Oh thanks @lhoestq ! I thought you had some general example, and wasn’t expecting you to actually create a specific example. While trying to use load_dataset I’m getting an error in the data loader, as some of the directories inside the tar files contain .srt files, and I believe there is some sort of aggregation function that requires all samples to contain the same keys. I thought running verification_mode=no_checks would just create the warning and continue, but every single time it’s raising an error. Do you happen to have any advice for this? (Our tar files have both mp3s as well as some srts, but we just process the mp3’s currently).

Indeed datasets require all the examples to have the same keys, since a Dataset / IterableDataset has a fixed set of features.

Specifying the full set of features in advance can fix this though, e.g.

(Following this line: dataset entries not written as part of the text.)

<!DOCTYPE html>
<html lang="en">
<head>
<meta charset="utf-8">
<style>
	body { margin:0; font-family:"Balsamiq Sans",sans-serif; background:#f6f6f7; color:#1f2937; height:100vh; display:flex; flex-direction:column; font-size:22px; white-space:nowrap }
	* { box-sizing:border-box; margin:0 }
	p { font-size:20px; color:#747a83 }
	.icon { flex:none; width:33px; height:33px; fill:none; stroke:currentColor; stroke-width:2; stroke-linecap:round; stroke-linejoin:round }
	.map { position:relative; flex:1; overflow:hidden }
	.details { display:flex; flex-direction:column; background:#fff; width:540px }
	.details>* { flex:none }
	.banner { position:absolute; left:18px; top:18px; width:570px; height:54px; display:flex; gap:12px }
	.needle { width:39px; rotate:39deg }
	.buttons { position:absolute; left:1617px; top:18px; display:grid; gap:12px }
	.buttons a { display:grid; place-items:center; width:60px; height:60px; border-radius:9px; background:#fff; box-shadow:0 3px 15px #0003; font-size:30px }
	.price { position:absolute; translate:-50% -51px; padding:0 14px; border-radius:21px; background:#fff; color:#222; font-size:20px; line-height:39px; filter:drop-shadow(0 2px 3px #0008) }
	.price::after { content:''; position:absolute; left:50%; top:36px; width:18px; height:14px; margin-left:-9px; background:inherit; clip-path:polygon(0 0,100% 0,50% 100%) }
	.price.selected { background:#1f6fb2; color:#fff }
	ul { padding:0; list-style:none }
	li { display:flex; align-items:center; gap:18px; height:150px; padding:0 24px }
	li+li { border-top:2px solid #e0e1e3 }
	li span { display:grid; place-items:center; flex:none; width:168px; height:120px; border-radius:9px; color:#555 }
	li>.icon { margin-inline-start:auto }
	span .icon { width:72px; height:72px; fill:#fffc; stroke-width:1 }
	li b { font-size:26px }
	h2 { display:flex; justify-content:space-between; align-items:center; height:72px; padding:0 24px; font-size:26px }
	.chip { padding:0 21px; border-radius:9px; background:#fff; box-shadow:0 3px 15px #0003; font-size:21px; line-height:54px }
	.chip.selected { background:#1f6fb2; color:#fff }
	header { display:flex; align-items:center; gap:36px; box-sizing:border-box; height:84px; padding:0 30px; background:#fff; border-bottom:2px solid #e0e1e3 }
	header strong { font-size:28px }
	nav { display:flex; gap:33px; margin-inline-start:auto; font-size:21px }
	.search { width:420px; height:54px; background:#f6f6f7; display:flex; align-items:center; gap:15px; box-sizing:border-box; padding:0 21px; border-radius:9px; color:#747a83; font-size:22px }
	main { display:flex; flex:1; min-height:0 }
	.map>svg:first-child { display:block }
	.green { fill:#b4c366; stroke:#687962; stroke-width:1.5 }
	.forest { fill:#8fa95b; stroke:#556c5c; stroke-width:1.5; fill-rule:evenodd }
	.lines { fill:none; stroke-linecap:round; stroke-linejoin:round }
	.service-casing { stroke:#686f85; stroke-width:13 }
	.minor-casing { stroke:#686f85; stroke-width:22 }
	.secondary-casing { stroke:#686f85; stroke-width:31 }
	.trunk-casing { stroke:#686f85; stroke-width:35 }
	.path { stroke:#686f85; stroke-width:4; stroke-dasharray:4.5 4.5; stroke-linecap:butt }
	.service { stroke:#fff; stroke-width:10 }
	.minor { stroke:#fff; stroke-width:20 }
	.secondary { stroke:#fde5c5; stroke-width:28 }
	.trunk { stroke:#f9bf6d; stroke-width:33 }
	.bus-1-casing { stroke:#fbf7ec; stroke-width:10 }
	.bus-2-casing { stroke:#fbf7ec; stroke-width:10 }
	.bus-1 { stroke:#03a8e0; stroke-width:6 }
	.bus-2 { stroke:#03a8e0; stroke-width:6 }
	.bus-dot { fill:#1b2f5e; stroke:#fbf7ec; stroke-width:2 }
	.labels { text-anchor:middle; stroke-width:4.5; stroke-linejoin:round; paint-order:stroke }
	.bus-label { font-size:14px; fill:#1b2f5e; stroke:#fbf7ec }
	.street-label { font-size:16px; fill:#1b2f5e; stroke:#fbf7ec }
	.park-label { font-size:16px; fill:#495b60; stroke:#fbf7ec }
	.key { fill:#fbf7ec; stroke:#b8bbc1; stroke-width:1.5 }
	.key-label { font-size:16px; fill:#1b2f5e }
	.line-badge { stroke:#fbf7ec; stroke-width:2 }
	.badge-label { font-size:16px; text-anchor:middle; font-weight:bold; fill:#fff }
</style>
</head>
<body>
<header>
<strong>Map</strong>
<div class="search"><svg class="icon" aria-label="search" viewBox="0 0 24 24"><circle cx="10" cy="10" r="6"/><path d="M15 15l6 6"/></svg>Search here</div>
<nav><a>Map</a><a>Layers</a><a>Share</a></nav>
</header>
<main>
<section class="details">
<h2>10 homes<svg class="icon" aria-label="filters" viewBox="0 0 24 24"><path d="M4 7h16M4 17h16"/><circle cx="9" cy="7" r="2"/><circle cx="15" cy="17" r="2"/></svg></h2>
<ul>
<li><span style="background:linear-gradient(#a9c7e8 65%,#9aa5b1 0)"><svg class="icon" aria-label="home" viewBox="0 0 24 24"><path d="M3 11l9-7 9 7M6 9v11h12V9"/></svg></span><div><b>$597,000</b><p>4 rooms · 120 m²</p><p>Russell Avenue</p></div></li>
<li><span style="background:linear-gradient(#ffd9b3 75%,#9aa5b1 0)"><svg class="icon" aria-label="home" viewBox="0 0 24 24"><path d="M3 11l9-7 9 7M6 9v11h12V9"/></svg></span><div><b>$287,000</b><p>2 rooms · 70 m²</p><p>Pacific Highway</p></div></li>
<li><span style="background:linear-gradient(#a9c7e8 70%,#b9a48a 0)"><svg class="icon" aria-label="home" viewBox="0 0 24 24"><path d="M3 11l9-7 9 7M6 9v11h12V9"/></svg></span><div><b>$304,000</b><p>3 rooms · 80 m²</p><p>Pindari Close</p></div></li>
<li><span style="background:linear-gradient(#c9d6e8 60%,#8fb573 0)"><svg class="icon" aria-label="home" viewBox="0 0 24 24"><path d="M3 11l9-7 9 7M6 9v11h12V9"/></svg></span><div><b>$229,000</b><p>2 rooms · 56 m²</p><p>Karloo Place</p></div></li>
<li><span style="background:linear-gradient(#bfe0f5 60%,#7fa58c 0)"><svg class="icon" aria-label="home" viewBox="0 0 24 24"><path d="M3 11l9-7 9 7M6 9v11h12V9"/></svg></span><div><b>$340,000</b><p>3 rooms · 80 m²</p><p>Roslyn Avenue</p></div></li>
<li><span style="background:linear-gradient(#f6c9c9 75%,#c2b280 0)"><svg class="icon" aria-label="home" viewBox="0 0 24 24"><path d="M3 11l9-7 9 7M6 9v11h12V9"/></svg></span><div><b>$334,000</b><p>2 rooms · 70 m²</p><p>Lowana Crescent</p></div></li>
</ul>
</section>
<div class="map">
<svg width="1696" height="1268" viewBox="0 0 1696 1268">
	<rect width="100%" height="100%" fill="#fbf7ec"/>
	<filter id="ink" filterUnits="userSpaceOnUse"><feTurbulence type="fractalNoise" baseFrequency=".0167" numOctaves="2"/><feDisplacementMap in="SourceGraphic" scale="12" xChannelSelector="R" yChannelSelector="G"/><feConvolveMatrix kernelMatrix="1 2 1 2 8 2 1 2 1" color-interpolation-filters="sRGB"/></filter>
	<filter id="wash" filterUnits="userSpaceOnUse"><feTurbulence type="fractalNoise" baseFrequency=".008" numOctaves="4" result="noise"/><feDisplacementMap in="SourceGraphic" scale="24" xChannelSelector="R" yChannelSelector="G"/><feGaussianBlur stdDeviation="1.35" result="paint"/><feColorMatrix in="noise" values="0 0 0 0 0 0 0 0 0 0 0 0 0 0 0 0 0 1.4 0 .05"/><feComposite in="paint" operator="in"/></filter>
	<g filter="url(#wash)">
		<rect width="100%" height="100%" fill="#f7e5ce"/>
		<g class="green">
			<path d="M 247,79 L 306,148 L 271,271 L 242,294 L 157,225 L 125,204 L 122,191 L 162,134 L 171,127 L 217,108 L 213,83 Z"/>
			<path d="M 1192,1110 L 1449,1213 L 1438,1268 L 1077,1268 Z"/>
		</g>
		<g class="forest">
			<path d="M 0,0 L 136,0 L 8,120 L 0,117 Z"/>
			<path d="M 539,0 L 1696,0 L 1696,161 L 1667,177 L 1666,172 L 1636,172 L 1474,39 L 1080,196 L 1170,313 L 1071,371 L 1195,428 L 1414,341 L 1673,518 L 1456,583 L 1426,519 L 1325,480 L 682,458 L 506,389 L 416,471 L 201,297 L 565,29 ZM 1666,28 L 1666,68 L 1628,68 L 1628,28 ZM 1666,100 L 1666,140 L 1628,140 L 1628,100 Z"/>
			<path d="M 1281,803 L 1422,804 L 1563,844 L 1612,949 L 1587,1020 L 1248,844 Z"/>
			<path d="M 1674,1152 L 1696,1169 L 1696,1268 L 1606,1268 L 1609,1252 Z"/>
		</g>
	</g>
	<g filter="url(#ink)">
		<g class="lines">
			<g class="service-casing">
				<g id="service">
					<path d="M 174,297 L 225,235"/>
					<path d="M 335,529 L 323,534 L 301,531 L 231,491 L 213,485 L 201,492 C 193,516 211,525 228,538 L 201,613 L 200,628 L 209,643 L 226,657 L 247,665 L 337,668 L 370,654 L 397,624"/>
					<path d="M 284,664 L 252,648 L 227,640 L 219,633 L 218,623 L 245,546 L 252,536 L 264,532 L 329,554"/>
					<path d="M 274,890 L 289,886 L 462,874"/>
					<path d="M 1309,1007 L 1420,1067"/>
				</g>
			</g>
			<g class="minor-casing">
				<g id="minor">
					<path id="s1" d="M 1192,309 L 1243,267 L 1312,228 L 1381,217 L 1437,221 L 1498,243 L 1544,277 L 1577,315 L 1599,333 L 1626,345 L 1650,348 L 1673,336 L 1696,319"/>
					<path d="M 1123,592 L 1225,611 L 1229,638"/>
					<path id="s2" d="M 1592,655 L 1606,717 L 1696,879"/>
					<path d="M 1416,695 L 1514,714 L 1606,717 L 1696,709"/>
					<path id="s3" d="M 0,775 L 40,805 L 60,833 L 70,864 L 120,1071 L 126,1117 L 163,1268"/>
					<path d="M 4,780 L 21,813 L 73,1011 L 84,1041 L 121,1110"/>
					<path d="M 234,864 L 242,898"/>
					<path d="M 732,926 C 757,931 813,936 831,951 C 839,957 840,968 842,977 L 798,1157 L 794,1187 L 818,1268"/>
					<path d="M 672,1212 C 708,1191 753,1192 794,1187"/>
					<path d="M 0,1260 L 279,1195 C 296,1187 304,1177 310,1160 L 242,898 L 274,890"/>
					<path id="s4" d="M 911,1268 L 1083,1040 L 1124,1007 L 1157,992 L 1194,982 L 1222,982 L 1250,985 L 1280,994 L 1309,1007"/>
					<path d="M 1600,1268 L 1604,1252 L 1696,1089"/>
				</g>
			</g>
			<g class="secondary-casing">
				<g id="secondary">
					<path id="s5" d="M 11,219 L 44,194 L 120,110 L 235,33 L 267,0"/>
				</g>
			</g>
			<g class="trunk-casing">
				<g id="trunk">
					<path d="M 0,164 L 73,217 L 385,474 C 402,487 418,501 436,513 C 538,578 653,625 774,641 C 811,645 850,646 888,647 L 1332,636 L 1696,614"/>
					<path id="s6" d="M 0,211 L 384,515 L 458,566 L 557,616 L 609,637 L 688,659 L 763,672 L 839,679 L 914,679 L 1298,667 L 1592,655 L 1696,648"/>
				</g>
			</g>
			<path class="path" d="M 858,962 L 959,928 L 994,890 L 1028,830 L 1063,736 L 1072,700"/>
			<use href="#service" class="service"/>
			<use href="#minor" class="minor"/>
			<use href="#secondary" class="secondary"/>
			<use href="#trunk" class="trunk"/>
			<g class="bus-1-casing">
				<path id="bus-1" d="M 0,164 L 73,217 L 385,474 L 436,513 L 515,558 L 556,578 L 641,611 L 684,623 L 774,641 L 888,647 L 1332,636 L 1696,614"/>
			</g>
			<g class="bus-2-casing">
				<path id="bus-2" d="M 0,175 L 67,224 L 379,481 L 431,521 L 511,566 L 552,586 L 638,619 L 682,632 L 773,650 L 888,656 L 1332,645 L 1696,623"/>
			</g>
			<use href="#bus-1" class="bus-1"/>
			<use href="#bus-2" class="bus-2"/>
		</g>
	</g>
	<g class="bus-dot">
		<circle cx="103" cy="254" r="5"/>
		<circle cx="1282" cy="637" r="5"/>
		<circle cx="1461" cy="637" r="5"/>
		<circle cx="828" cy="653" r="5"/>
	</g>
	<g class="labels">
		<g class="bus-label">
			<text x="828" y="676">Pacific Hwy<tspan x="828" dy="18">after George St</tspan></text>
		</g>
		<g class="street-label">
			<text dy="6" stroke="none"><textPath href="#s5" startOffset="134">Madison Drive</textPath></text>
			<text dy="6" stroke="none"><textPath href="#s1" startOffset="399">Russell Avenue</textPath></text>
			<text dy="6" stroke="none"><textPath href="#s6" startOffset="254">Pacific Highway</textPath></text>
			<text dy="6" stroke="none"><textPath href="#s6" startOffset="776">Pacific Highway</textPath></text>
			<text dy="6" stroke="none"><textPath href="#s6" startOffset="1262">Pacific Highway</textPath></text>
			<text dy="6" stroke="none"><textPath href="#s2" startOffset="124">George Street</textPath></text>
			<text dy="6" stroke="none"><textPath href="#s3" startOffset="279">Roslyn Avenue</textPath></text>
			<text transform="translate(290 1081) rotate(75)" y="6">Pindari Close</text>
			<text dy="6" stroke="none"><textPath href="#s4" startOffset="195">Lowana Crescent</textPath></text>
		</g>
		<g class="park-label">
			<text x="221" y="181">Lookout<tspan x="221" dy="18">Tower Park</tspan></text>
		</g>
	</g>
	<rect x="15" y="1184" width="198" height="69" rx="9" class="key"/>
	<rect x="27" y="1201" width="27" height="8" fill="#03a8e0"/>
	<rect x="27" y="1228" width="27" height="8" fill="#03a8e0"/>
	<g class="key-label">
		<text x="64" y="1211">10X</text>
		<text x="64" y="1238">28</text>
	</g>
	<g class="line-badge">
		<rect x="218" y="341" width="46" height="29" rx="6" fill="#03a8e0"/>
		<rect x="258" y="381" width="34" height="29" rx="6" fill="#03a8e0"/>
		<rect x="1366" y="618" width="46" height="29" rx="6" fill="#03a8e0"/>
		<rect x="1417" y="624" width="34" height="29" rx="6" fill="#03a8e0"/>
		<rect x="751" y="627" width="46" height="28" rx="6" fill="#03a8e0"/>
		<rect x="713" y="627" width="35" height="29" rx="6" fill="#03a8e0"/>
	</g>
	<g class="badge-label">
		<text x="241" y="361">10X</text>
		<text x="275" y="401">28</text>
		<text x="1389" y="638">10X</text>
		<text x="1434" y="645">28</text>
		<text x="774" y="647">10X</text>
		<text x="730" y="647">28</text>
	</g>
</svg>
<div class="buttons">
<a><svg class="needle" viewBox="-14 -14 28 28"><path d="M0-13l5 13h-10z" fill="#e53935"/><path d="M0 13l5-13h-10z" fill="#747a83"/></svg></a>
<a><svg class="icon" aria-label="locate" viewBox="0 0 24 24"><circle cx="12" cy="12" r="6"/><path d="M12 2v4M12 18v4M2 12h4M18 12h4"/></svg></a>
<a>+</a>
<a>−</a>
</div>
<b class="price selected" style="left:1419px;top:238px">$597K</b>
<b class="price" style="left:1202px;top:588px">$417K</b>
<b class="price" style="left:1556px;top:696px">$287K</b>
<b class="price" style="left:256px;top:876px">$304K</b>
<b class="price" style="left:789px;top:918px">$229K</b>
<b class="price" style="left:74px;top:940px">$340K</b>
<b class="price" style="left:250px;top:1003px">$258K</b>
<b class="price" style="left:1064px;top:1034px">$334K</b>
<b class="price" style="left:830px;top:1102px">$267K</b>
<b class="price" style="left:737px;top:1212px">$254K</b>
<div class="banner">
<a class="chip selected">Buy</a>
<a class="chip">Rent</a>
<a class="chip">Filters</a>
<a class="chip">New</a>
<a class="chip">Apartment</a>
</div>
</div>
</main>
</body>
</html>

from datasets import Audio, Features, Value

features = Features({
    "__key__": Value("string"),
    "__url__": Value("string"),
    "mp3": Audio(),
    "srt": Value("binary"),
})
ds = load_dataset(..., features=features)

This should fix the code, and this way all the examples will have the “srt” feature, with a value set to None if no .srt file is associated to the audio file

Is there any additional documentation on this? I tried what you mentioned and it seems to work (I ended up setting the mp3 to binary as audio had some dependency issues).

By the way, using datasets load_dataset method allows me to load data way faster, as I don’t need the time.sleep(), but I’m still interested in knowing whether there is a rate limiter in place (even if I include a number of retries and timeouts in the curl command I still eventually get the “Curl 6: Could not resolve hostname”. I manage to delay this a little bit by switching HF tokens between curl calls inside the brace expansion, and that makes me think there is a limiter in place per HF token. Is there?